◆ **Records excerpted from a collection**
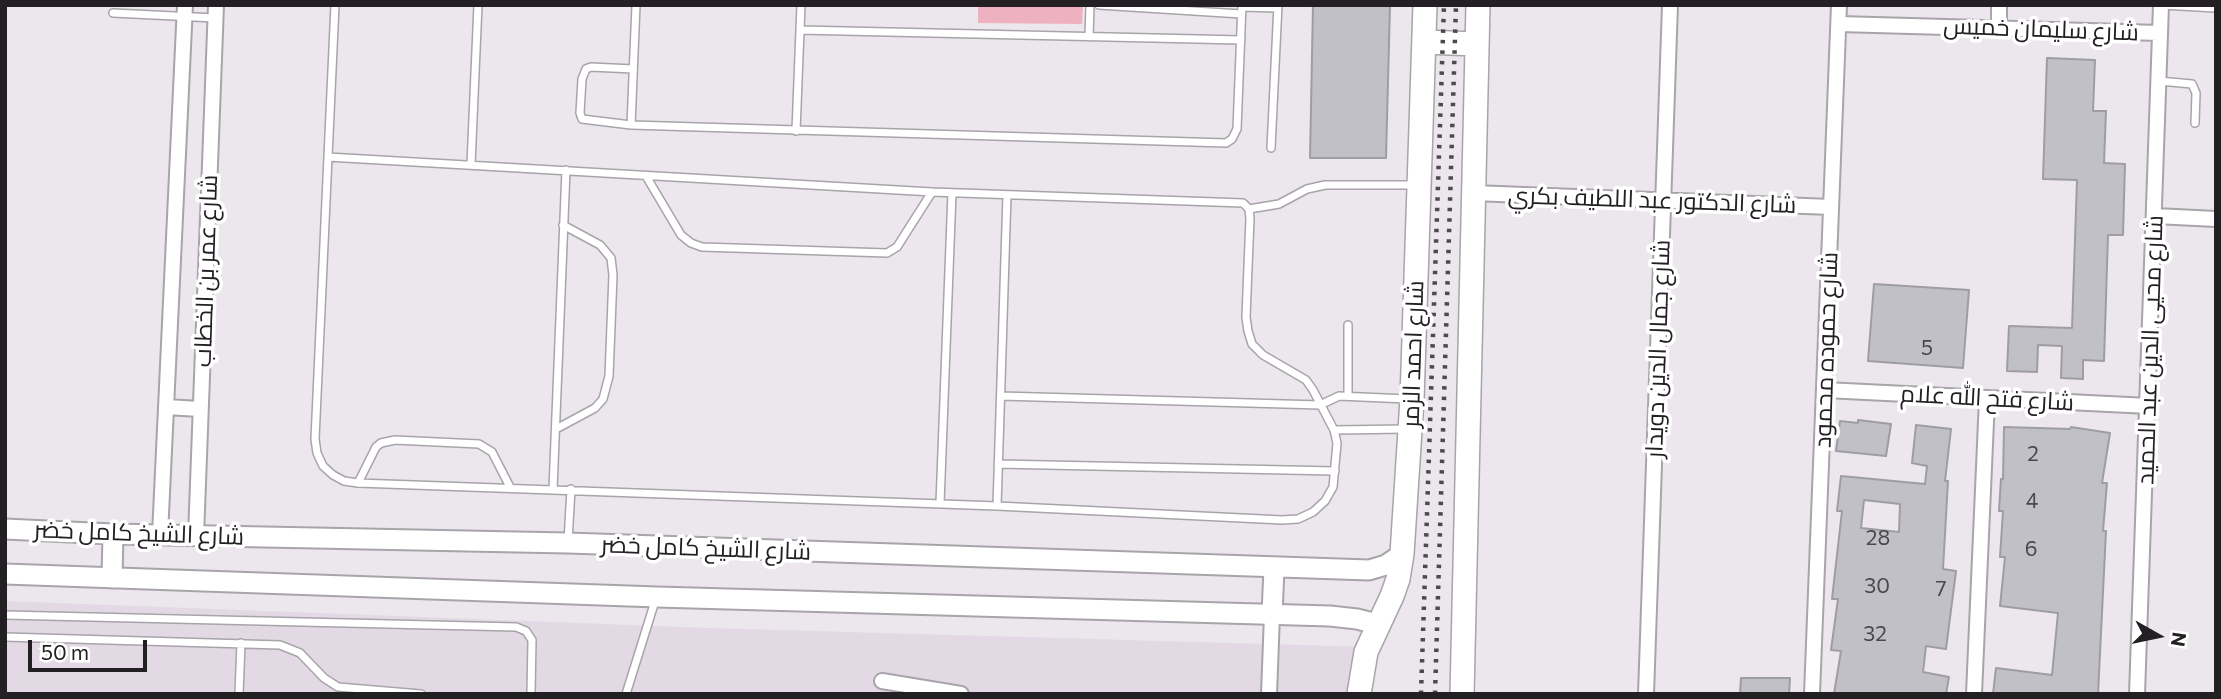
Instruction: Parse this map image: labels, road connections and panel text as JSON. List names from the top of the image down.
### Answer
{
  "streets": {
    "main road": ["شارع احمد الزمر", "شارع الشيخ كامل خضر"],
    "street": [
      "شارع سليمان خميس",
      "شارع الدكتور عبد اللطيف بكري",
      "شارع عمر بن الخطاب",
      "شارع جمال الدين دويدار",
      "شارع حموده محمود",
      "شارع محيى الدين عبد الحميد",
      "شارع فتح الله علام"
    ]
  },
  "crossings": [
    ["شارع سليمان خميس", "شارع حموده محمود"],
    ["شارع سليمان خميس", "شارع محيى الدين عبد الحميد"],
    ["شارع الدكتور عبد اللطيف بكري", "شارع جمال الدين دويدار"],
    ["شارع الدكتور عبد اللطيف بكري", "شارع حموده محمود"],
    ["شارع عمر بن الخطاب", "شارع الشيخ كامل خضر"],
    ["شارع حموده محمود", "شارع فتح الله علام"],
    ["شارع محيى الدين عبد الحميد", "شارع فتح الله علام"],
    ["شارع احمد الزمر", "شارع الشيخ كامل خضر"]
  ],
  "house_numbers": [
    "5",
    "2",
    "4",
    "28",
    "6",
    "30",
    "7",
    "32"
  ],
  "scale_bar": "50 m",
  "north": "right"
}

◆ **TRY IT**
If a line of the records above holds the word "بكري", show it.

◆ **FINISHED TASK**
      "شارع الدكتور عبد اللطيف بكري",
    ["شارع الدكتور عبد اللطيف بكري", "شارع جمال الدين دويدار"],
    ["شارع الدكتور عبد اللطيف بكري", "شارع حموده محمود"],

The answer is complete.